With the panda (Aelurus fulgens) we reach an undoubted representative of the Procyonidae, or raccoon tribe, differing, however, from all the rest except the doubtful Aeluropus, in its Asiatic habitat. If the latter be included, the family may be defined as follows. Molars 3⁄2, except in Aeluropus, with blunt or sharp cusps; no alisphenoid canal, except in Aelurus; humerus generally with a foramen; feet plantigrade; tail, except in Aeluropus, long and generally ringed.

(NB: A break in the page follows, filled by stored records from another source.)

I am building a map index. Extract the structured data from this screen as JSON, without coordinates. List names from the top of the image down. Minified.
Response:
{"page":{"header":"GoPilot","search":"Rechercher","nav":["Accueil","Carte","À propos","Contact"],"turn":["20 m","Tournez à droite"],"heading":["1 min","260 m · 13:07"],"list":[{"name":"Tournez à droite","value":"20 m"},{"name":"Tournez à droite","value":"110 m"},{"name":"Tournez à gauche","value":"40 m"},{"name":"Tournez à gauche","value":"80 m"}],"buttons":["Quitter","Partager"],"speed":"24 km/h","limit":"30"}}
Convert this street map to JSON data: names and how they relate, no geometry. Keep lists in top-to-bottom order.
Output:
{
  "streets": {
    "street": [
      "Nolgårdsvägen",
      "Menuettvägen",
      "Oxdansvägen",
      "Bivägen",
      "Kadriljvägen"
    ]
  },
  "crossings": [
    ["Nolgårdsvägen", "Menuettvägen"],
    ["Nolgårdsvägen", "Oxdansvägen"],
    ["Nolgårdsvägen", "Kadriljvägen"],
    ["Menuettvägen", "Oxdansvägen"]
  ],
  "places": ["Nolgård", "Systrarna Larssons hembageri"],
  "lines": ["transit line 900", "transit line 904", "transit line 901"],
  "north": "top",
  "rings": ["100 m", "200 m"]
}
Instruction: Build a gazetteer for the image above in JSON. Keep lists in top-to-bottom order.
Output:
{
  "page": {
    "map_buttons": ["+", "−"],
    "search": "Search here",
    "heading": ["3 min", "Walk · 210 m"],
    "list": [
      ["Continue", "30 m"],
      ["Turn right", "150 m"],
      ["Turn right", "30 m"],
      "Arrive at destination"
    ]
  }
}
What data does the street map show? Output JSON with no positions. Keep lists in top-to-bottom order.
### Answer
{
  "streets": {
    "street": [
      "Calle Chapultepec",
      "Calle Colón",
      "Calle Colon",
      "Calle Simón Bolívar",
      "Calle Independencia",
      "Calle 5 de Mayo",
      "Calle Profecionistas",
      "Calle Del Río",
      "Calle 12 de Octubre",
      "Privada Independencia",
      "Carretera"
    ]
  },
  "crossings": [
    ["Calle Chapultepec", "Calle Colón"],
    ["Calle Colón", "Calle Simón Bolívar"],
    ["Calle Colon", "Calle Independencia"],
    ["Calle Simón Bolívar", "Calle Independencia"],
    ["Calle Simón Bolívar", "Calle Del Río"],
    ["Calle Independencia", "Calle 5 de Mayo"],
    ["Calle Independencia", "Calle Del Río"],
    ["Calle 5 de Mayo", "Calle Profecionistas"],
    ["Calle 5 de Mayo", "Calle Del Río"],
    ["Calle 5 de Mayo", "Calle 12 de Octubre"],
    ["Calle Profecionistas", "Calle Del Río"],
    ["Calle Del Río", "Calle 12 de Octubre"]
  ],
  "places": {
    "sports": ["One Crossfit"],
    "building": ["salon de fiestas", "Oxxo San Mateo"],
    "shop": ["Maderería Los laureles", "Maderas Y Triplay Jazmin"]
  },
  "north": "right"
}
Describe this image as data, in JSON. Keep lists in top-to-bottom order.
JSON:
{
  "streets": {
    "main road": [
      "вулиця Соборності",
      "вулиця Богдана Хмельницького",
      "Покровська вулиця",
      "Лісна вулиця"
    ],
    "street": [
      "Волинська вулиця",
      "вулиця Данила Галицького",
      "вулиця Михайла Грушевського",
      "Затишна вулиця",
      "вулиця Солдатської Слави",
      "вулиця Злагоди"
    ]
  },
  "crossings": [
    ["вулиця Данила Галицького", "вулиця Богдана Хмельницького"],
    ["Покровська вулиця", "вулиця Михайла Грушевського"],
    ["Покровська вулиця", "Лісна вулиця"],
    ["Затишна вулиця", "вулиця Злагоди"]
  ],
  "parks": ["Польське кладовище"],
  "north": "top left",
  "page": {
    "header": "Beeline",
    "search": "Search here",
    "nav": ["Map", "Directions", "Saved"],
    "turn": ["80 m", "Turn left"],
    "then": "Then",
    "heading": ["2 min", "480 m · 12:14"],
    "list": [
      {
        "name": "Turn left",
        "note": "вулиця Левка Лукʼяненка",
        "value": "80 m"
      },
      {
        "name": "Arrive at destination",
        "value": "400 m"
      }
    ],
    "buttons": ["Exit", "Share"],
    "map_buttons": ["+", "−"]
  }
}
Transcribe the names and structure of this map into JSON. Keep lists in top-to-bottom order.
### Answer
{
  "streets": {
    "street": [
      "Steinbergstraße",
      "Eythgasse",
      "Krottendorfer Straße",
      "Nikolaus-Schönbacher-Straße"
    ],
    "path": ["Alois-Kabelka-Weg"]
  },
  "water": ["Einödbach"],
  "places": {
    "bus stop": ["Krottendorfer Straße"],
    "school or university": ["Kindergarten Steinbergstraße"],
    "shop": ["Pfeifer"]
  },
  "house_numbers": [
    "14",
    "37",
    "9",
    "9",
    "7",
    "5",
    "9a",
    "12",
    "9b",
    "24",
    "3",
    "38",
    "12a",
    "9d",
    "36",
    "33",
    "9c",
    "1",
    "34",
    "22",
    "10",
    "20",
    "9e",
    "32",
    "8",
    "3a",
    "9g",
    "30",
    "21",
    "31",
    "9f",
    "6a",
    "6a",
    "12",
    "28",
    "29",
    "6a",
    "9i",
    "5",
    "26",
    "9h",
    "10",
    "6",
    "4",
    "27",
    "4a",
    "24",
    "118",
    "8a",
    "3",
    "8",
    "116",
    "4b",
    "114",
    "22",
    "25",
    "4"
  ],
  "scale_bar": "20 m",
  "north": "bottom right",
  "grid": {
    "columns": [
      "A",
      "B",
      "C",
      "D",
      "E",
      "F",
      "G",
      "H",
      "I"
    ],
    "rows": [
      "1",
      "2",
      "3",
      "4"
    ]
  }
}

In the panda the dentition is i. 3⁄3, c. 1⁄1, p. 3⁄4, m. 2⁄2; total 38; the first lower molar being minute and deciduous, and the upper molars broad with numerous and complicated cusps. Vertebrae: C. 7, D. 14, L. 6, S. 3, Ca. 18. Skull high and compressed, with an alisphenoid canal, a short facial portion, and the ascending branch of the lower jaw, as in Aeluropus, very tall. Face cat-like, with moderate, erect, pointed ears. Claws blunt. Tail cylindrical and ringed. Fur long and thick. Extra radial carpal bone moderate. The panda is a bright golden red animal, with black under-parts, ranging from the eastern Himalaya to north-western China, where it is represented by a distinct race. Fossil species occur in the later Tertiary deposits of Europe (see [Panda]).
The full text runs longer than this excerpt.